Authenticity Assessment: Not Suspicious
Based on the provided comments, this account appears to be authentic. There are no serious red flags indicating it is a bot or a bad-faith actor.
The user demonstrates:
- Personal, detailed narratives of their transition, detransition, and surgical experiences.
- Emotional complexity and a clear, evolving perspective that includes grief, anger, and a desire to help others.
- Consistent internal logic in their advice, which aligns with common detransitioner experiences and concerns (e.g., medical complications, regret, navigating healthcare, societal pressures on women).
- Practical, specific advice about procedures like breast reconstruction, showing a deep personal investment in the topic.
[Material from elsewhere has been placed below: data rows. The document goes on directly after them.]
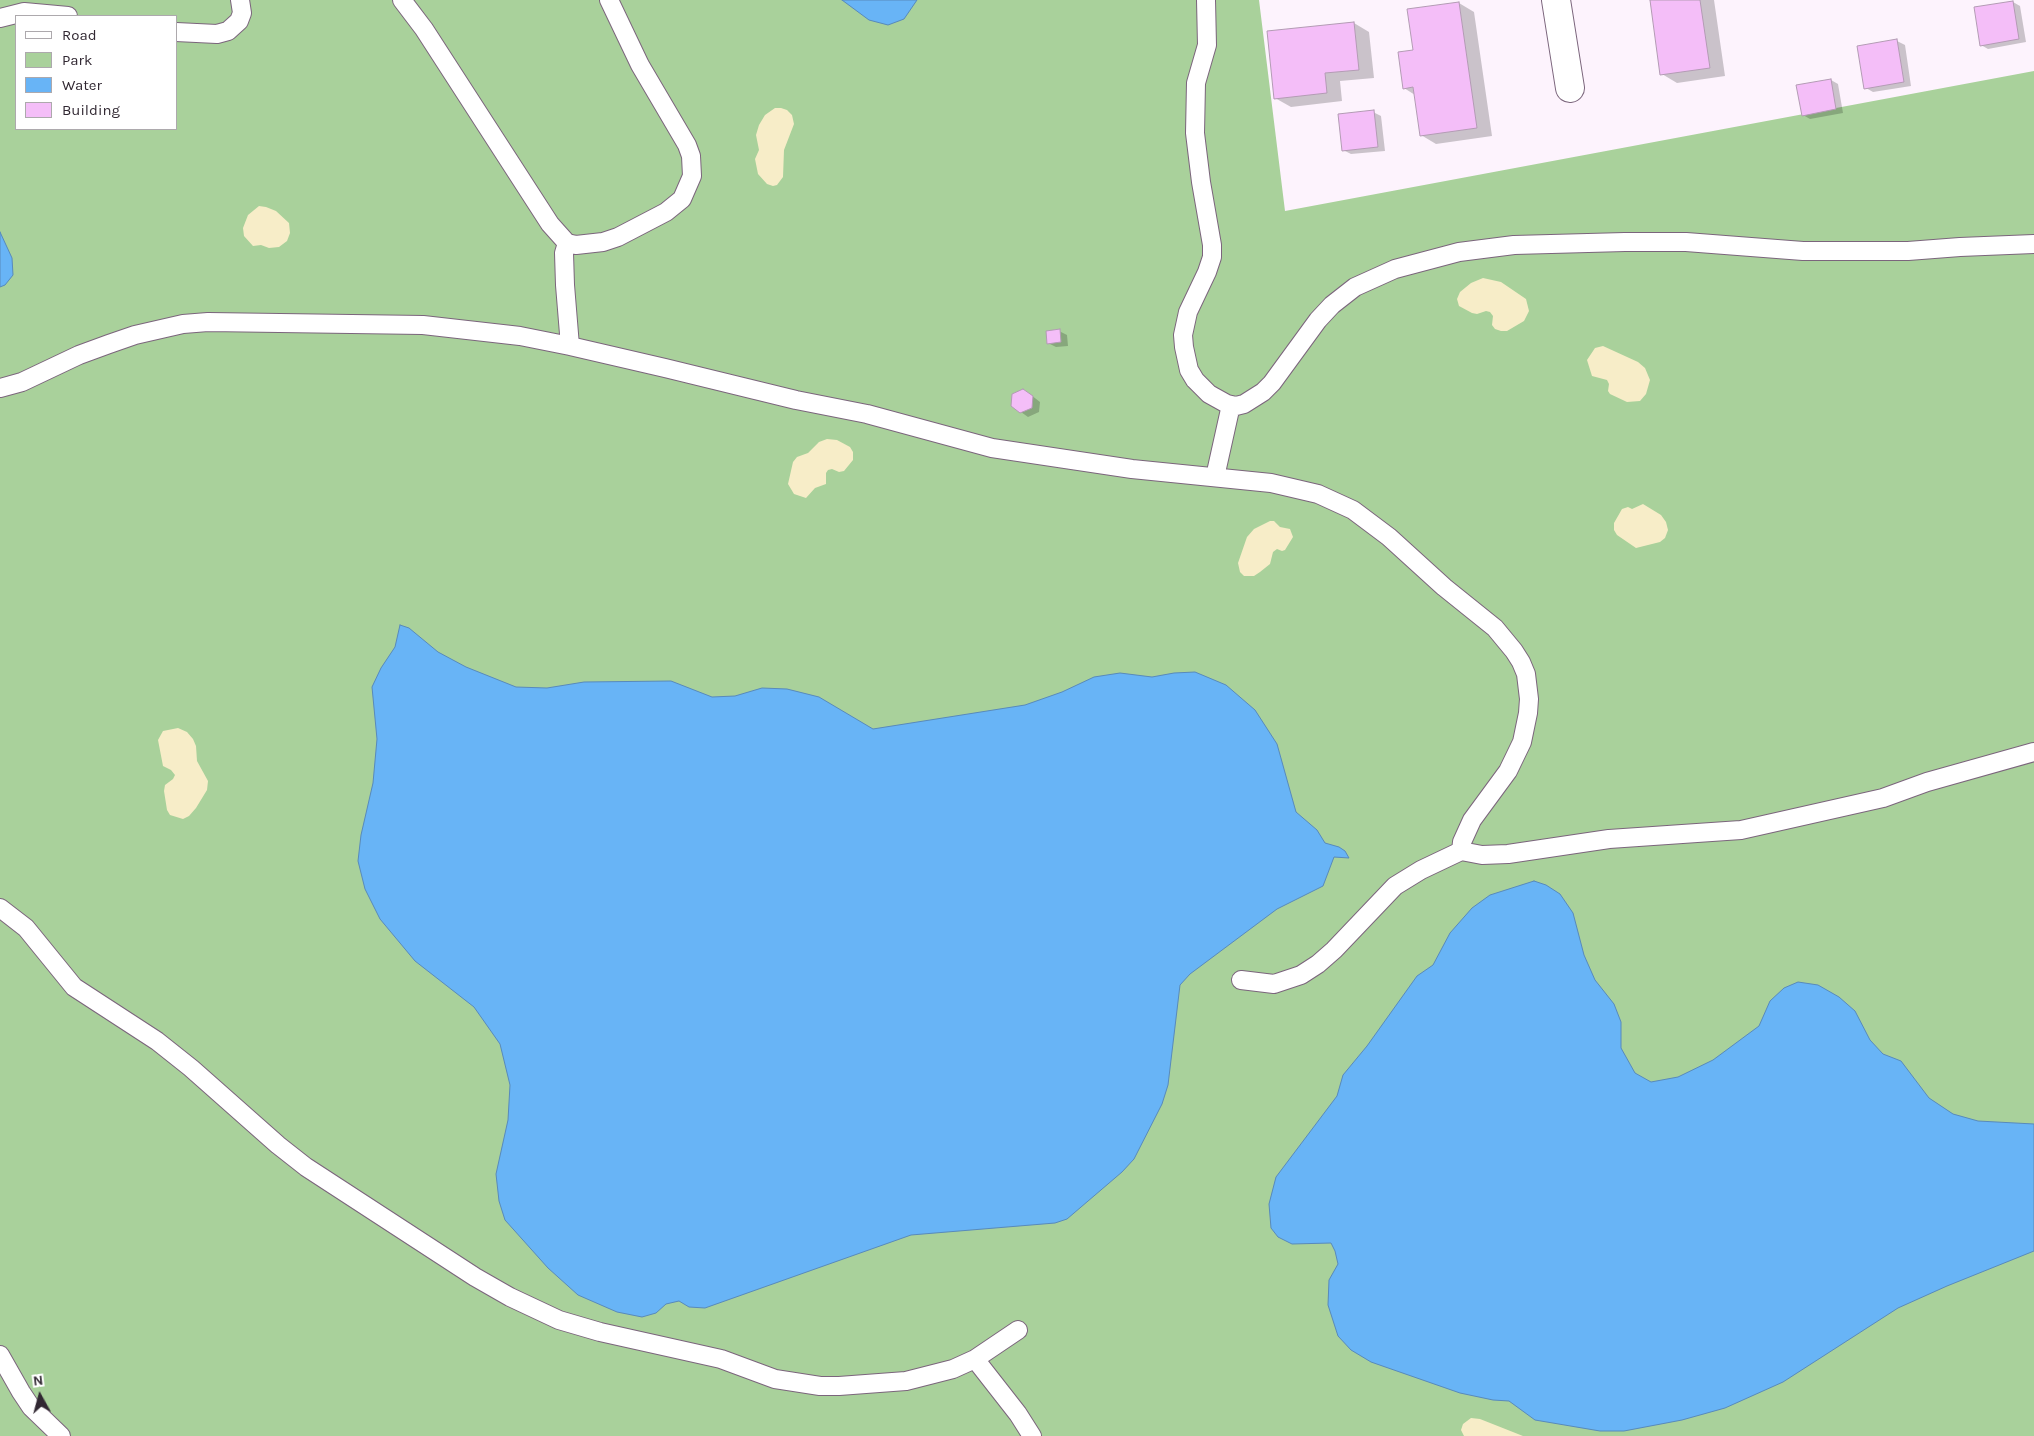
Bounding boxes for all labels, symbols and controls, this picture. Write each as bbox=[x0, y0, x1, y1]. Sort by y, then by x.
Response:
legend bbox=[15, 15, 178, 130]
text: Road bbox=[62, 26, 97, 44]
text: Park bbox=[62, 51, 92, 69]
text: Water bbox=[62, 76, 102, 94]
text: Building bbox=[62, 101, 120, 119]
north arrow bbox=[15, 1371, 65, 1421]
text: N bbox=[32, 1372, 44, 1390]

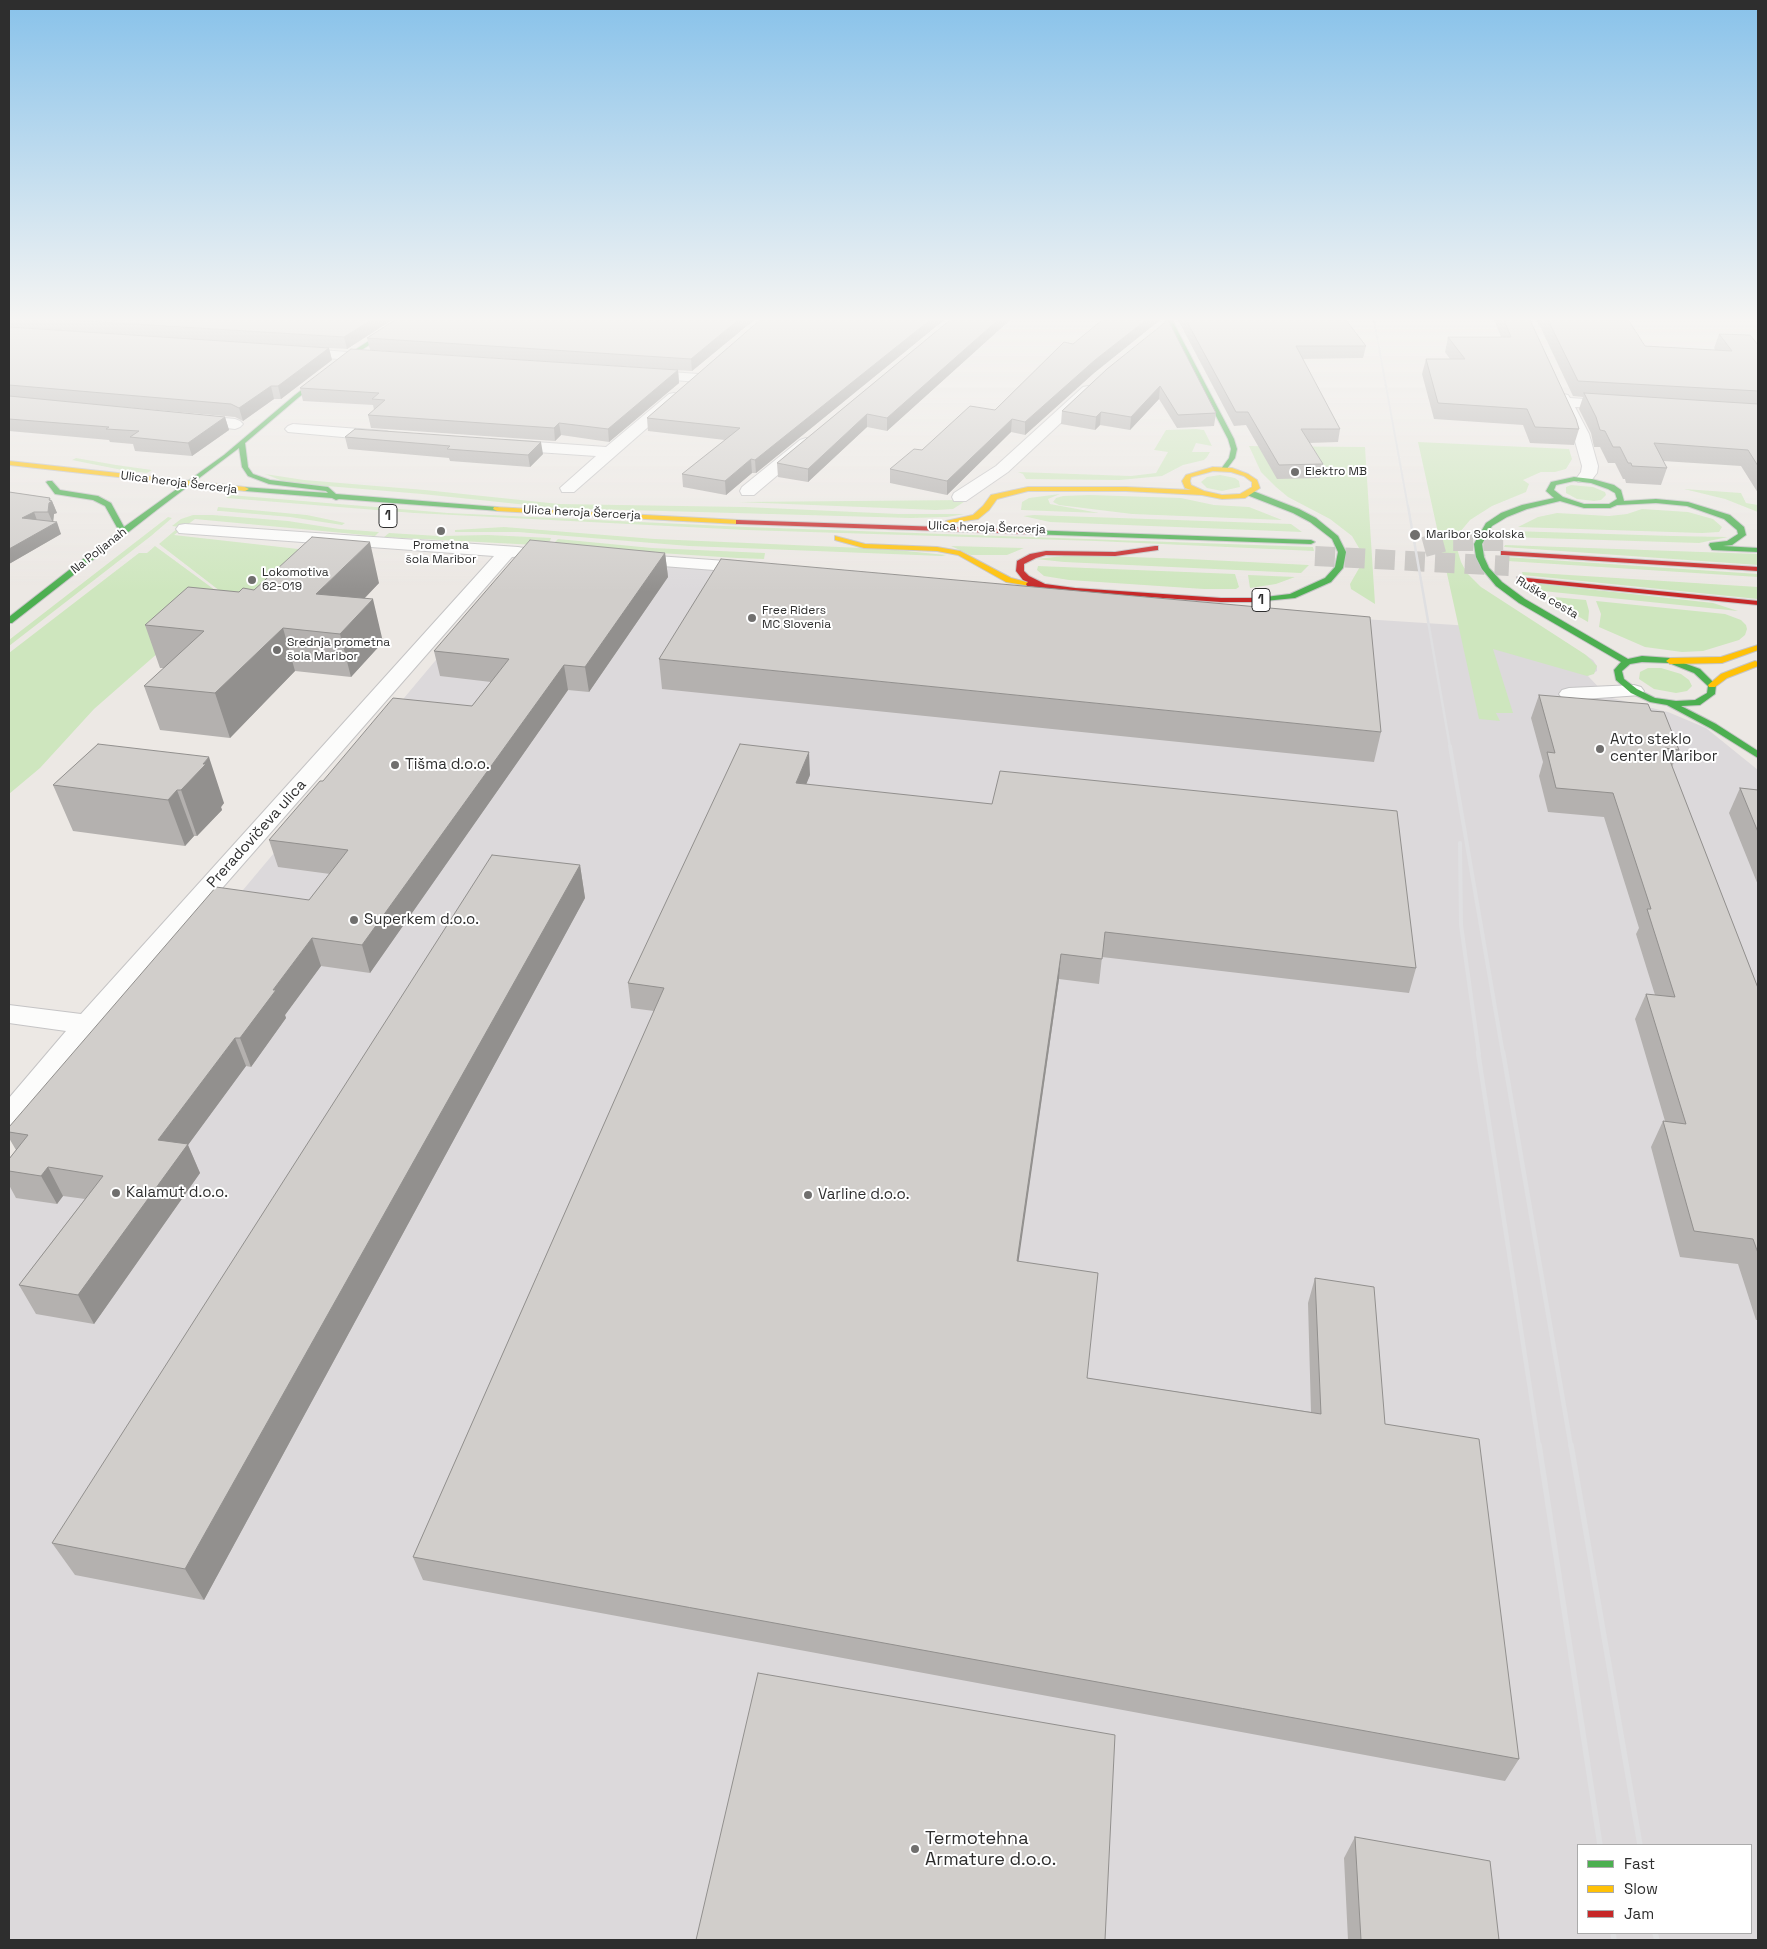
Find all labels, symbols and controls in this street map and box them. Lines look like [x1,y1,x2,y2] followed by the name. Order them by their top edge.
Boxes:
[1305,465,1367,479] place label: Elektro MB
[1289,466,1301,478] marker: Elektro MB
[120,469,238,497] street label: Ulica heroja Šercerja
[523,503,641,523] street label: Ulica heroja Šercerja
[379,504,397,528] road number: 1
[928,519,1046,537] street label: Ulica heroja Šercerja
[68,525,130,577] street label: Na Poljanah
[435,525,447,537] marker: Prometna šola Maribor
[1408,528,1422,542] marker: Maribor Sokolska
[1426,528,1524,542] place label: Maribor Sokolska
[405,539,477,567] place label: Prometna šola Maribor
[262,566,329,594] place label: Lokomotiva 62-019
[246,574,258,586] marker: Lokomotiva 62-019
[1513,574,1581,622] street label: Ruška cesta
[1252,588,1270,612] road number: 1
[762,604,831,632] place label: Free Riders MC Slovenia
[746,612,758,624] marker: Free Riders MC Slovenia
[287,636,390,664] place label: Srednja prometna šola Maribor
[271,644,283,656] marker: Srednja prometna šola Maribor
[1610,731,1717,766] place label: Avto steklo center Maribor
[1594,743,1606,755] marker: Avto steklo center Maribor
[405,756,490,774] place label: Tišma d.o.o.
[389,759,401,771] marker: Tišma d.o.o.
[204,776,310,892] street label: Preradovičeva ulica
[364,911,479,929] place label: Superkem d.o.o.
[348,914,360,926] marker: Superkem d.o.o.
[126,1184,228,1202] place label: Kalamut d.o.o.
[818,1186,909,1204] place label: Varline d.o.o.
[110,1187,122,1199] marker: Kalamut d.o.o.
[802,1189,814,1201] marker: Varline d.o.o.
[925,1828,1056,1870] place label: Termotehna Armature d.o.o.
[909,1843,921,1855] marker: Termotehna Armature d.o.o.
[1577,1844,1752,1934] legend
[1624,1854,1655,1873] text: Fast
[1624,1879,1658,1898] text: Slow
[1624,1904,1654,1923] text: Jam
The account exhibits the passion and strong opinions expected from someone who has lived this experience.
About me
My journey started with a deep discomfort during puberty that made me feel disconnected from my female body, and I was convinced by online communities that this meant I was a man. I took testosterone for over two years and had top surgery, which caused severe health problems and permanent damage. A turning point was realizing I wanted to be my boyfriend's girlfriend, which made me question everything and begin to detransition. I am now a woman again, living with the grief and permanent changes from my medical transition, including infertility and chronic pain. Despite the regret, I have found a happiness and peace I never had before by finally accepting my biological reality.
My detransition story
My whole journey started with a deep discomfort during puberty. I felt completely disconnected from my body, like I had no control over what was happening to me. I didn't feel like other girls my age; I was ostracized and never felt adequate. I hated my curves and breasts and only felt comfortable in baggy, tomboy clothes that hid my shape. This, combined with my existing depression, anorexia, and suicidal thoughts, led me to believe I must be trans. The online communities I was in told me that my aversion to being feminine and my body discomfort meant I was a man. I now realize I was just deeply uncomfortable with my body and struggling with my mental health.
I started testosterone and was on the maximum dose for over two years. I genuinely believed it would help me become the person I saw in my head, but that vision was a delusion. Testosterone was like an enemy to my female body; it destroyed me. I was in and out of the ER multiple times with serious health complications from the hormones. I also got top surgery, a double incision mastectomy. I never passed as a male and was always treated differently as a transgender person. The whole experience was filled with suffering, pain, and medical cruelty, all to reach something that was utterly unattainable.
A big turning point for me was when I got my first boyfriend. I hated being called his "boyfriend." I realized I wanted to be his girlfriend. That was the first thing that made me stop and really question everything. Why did I want that? It started me on the path to realizing I had made a mistake.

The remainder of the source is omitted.